Perfect Time to Fail
Last weekend, my beach-bound reverie was interrupted by an email from a worried friend. His note was short and to the point. He was concerned that he was settling into a pattern of incrementalism that would doom his business to mediocrity. Good to Great, this was not and as an acolyte of Jim Collins, his admission was nothing short of crisis of faith.
His concern is real and is founded in the muck and the mire we are swimming in each day. Our daily newsreader is unfailing downbeat, like the diary of a navel-gazing teenager; our despondent and cynical Tweets are filled with self-effacing “FMLs” that serve to reinforce the notion that nothing is going well for anyone; the Facebook universe is littered with friend updates that look more like the nightly logbook of a crisis hotline. On a daily basis, we are watching companies less and less able to stand without the support of government loans and subsidies. Some days, it feels as if the entire country is doing all it can do to put one collective foot in front of the other to simply get by.

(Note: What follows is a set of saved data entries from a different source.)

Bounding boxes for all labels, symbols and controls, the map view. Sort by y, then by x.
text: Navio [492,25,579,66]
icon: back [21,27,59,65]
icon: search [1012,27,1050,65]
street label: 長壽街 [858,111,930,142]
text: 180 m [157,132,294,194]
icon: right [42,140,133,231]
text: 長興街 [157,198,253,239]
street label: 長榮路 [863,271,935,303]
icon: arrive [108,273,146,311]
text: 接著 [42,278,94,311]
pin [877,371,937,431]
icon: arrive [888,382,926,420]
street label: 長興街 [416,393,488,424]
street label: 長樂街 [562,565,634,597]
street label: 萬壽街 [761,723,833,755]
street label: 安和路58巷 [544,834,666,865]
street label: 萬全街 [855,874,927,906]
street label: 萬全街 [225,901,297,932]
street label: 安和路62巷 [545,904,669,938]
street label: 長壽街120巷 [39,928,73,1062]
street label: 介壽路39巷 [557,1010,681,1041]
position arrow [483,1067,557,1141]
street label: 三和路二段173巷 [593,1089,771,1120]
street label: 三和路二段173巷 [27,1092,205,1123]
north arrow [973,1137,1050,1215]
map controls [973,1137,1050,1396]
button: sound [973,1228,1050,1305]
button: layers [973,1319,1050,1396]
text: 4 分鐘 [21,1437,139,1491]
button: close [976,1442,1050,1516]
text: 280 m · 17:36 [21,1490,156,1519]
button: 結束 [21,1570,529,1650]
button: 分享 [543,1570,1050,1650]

Fortunately, my friend saw this for what it was and called BS on his own small-mindedness. He realizes that now is the perfect time to create real opportunities for himself and his employees, by boldly striking out towards new goals, confidently shedding ideas past their prime, and dragging his organization toward a more aspirational finish line. Think about it. Nobody is expecting anything to work now. What a glorious time to experiment. If your idea doesn’t work, do what everyone else does—blame it on the jobless rate/consumer confidence/housing price index. But, if it does…what a heroic moment.
Take chances now. Your failures will go unnoticed. Your successes may be revolutionary.